Copy out the data in full, keeping each line exactly as it reads.
[Records provided Boundary: Start]
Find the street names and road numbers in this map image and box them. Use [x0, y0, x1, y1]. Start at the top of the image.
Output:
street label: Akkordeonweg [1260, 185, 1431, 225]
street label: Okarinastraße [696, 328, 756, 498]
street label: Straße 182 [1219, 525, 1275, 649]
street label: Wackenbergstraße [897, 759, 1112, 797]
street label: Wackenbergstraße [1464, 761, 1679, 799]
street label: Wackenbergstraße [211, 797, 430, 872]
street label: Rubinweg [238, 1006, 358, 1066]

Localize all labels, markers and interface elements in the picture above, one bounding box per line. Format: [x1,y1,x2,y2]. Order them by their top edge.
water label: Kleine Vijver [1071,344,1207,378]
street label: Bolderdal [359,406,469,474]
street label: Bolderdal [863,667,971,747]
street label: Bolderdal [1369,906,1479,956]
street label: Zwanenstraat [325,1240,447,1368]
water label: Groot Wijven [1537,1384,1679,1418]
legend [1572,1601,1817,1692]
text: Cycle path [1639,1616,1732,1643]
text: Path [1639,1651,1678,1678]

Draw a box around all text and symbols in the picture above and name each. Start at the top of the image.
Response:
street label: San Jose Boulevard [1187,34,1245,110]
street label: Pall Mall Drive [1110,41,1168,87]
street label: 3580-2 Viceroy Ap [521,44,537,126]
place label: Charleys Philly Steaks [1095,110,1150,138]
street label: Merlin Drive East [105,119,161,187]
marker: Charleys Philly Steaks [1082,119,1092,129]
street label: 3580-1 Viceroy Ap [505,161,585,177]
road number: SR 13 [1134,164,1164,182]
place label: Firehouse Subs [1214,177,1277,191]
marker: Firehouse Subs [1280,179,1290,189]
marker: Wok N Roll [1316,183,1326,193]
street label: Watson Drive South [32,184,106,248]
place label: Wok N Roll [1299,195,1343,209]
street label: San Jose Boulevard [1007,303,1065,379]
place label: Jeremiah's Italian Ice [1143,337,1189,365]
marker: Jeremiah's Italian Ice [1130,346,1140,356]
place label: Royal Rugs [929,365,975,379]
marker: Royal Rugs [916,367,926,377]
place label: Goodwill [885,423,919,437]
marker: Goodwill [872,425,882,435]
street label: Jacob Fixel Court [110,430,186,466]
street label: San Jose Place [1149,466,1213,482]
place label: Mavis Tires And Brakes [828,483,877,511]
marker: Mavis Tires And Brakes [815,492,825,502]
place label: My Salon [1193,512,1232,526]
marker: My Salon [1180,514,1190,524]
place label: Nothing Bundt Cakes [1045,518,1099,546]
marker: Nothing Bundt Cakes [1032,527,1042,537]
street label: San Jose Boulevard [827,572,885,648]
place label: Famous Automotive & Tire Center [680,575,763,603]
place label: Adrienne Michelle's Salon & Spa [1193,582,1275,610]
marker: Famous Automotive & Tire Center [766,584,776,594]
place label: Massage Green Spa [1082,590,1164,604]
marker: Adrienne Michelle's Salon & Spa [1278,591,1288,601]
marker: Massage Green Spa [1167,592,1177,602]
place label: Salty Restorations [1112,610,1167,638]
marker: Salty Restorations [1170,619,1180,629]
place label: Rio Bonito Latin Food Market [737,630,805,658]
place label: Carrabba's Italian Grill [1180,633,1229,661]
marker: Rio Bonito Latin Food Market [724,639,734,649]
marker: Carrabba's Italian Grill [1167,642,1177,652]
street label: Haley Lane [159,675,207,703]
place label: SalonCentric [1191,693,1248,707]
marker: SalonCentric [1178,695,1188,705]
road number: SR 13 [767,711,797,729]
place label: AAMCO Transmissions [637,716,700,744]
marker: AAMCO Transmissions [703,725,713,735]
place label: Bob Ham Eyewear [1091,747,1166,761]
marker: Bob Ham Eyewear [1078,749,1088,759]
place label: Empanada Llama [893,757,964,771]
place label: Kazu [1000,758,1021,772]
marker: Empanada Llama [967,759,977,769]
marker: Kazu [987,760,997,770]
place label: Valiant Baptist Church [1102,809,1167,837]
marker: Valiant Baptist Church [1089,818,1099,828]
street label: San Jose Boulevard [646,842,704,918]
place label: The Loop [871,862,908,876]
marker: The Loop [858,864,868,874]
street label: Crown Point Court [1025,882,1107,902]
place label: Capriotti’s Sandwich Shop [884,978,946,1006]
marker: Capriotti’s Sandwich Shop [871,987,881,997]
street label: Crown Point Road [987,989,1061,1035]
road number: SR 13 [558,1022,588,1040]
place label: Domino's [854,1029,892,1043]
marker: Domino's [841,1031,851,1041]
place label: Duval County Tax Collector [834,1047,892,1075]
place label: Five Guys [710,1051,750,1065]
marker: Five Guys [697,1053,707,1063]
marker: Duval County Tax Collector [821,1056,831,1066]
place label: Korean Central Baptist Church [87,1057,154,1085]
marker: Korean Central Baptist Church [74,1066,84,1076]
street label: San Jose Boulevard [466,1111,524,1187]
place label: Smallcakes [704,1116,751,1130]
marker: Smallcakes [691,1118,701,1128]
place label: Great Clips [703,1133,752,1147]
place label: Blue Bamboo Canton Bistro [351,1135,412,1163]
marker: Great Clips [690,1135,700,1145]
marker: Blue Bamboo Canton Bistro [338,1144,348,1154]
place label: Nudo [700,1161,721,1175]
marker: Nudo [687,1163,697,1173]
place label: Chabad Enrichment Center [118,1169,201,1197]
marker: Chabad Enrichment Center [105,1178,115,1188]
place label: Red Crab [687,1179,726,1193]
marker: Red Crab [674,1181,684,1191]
[Records provided Boundary: End]
*Reply*:
Find the street names and road numbers in this map image and box them. Use [x0, y0, x1, y1]. Start at the top of the image.
Output:
street label: Akkordeonweg [1260, 185, 1431, 225]
street label: Okarinastraße [696, 328, 756, 498]
street label: Straße 182 [1219, 525, 1275, 649]
street label: Wackenbergstraße [897, 759, 1112, 797]
street label: Wackenbergstraße [1464, 761, 1679, 799]
street label: Wackenbergstraße [211, 797, 430, 872]
street label: Rubinweg [238, 1006, 358, 1066]

Localize all labels, markers and interface elements in the picture above, one bounding box per line. Format: [x1,y1,x2,y2]. Order them by their top edge.
water label: Kleine Vijver [1071,344,1207,378]
street label: Bolderdal [359,406,469,474]
street label: Bolderdal [863,667,971,747]
street label: Bolderdal [1369,906,1479,956]
street label: Zwanenstraat [325,1240,447,1368]
water label: Groot Wijven [1537,1384,1679,1418]
legend [1572,1601,1817,1692]
text: Cycle path [1639,1616,1732,1643]
text: Path [1639,1651,1678,1678]

Draw a box around all text and symbols in the picture above and name each. Start at the top of the image.
Response:
street label: San Jose Boulevard [1187,34,1245,110]
street label: Pall Mall Drive [1110,41,1168,87]
street label: 3580-2 Viceroy Ap [521,44,537,126]
place label: Charleys Philly Steaks [1095,110,1150,138]
street label: Merlin Drive East [105,119,161,187]
marker: Charleys Philly Steaks [1082,119,1092,129]
street label: 3580-1 Viceroy Ap [505,161,585,177]
road number: SR 13 [1134,164,1164,182]
place label: Firehouse Subs [1214,177,1277,191]
marker: Firehouse Subs [1280,179,1290,189]
marker: Wok N Roll [1316,183,1326,193]
street label: Watson Drive South [32,184,106,248]
place label: Wok N Roll [1299,195,1343,209]
street label: San Jose Boulevard [1007,303,1065,379]
place label: Jeremiah's Italian Ice [1143,337,1189,365]
marker: Jeremiah's Italian Ice [1130,346,1140,356]
place label: Royal Rugs [929,365,975,379]
marker: Royal Rugs [916,367,926,377]
place label: Goodwill [885,423,919,437]
marker: Goodwill [872,425,882,435]
street label: Jacob Fixel Court [110,430,186,466]
street label: San Jose Place [1149,466,1213,482]
place label: Mavis Tires And Brakes [828,483,877,511]
marker: Mavis Tires And Brakes [815,492,825,502]
place label: My Salon [1193,512,1232,526]
marker: My Salon [1180,514,1190,524]
place label: Nothing Bundt Cakes [1045,518,1099,546]
marker: Nothing Bundt Cakes [1032,527,1042,537]
street label: San Jose Boulevard [827,572,885,648]
place label: Famous Automotive & Tire Center [680,575,763,603]
place label: Adrienne Michelle's Salon & Spa [1193,582,1275,610]
marker: Famous Automotive & Tire Center [766,584,776,594]
place label: Massage Green Spa [1082,590,1164,604]
marker: Adrienne Michelle's Salon & Spa [1278,591,1288,601]
marker: Massage Green Spa [1167,592,1177,602]
place label: Salty Restorations [1112,610,1167,638]
marker: Salty Restorations [1170,619,1180,629]
place label: Rio Bonito Latin Food Market [737,630,805,658]
place label: Carrabba's Italian Grill [1180,633,1229,661]
marker: Rio Bonito Latin Food Market [724,639,734,649]
marker: Carrabba's Italian Grill [1167,642,1177,652]
street label: Haley Lane [159,675,207,703]
place label: SalonCentric [1191,693,1248,707]
marker: SalonCentric [1178,695,1188,705]
road number: SR 13 [767,711,797,729]
place label: AAMCO Transmissions [637,716,700,744]
marker: AAMCO Transmissions [703,725,713,735]
place label: Bob Ham Eyewear [1091,747,1166,761]
marker: Bob Ham Eyewear [1078,749,1088,759]
place label: Empanada Llama [893,757,964,771]
place label: Kazu [1000,758,1021,772]
marker: Empanada Llama [967,759,977,769]
marker: Kazu [987,760,997,770]
place label: Valiant Baptist Church [1102,809,1167,837]
marker: Valiant Baptist Church [1089,818,1099,828]
street label: San Jose Boulevard [646,842,704,918]
place label: The Loop [871,862,908,876]
marker: The Loop [858,864,868,874]
street label: Crown Point Court [1025,882,1107,902]
place label: Capriotti’s Sandwich Shop [884,978,946,1006]
marker: Capriotti’s Sandwich Shop [871,987,881,997]
street label: Crown Point Road [987,989,1061,1035]
road number: SR 13 [558,1022,588,1040]
place label: Domino's [854,1029,892,1043]
marker: Domino's [841,1031,851,1041]
place label: Duval County Tax Collector [834,1047,892,1075]
place label: Five Guys [710,1051,750,1065]
marker: Five Guys [697,1053,707,1063]
marker: Duval County Tax Collector [821,1056,831,1066]
place label: Korean Central Baptist Church [87,1057,154,1085]
marker: Korean Central Baptist Church [74,1066,84,1076]
street label: San Jose Boulevard [466,1111,524,1187]
place label: Smallcakes [704,1116,751,1130]
marker: Smallcakes [691,1118,701,1128]
place label: Great Clips [703,1133,752,1147]
place label: Blue Bamboo Canton Bistro [351,1135,412,1163]
marker: Great Clips [690,1135,700,1145]
marker: Blue Bamboo Canton Bistro [338,1144,348,1154]
place label: Nudo [700,1161,721,1175]
marker: Nudo [687,1163,697,1173]
place label: Chabad Enrichment Center [118,1169,201,1197]
marker: Chabad Enrichment Center [105,1178,115,1188]
place label: Red Crab [687,1179,726,1193]
marker: Red Crab [674,1181,684,1191]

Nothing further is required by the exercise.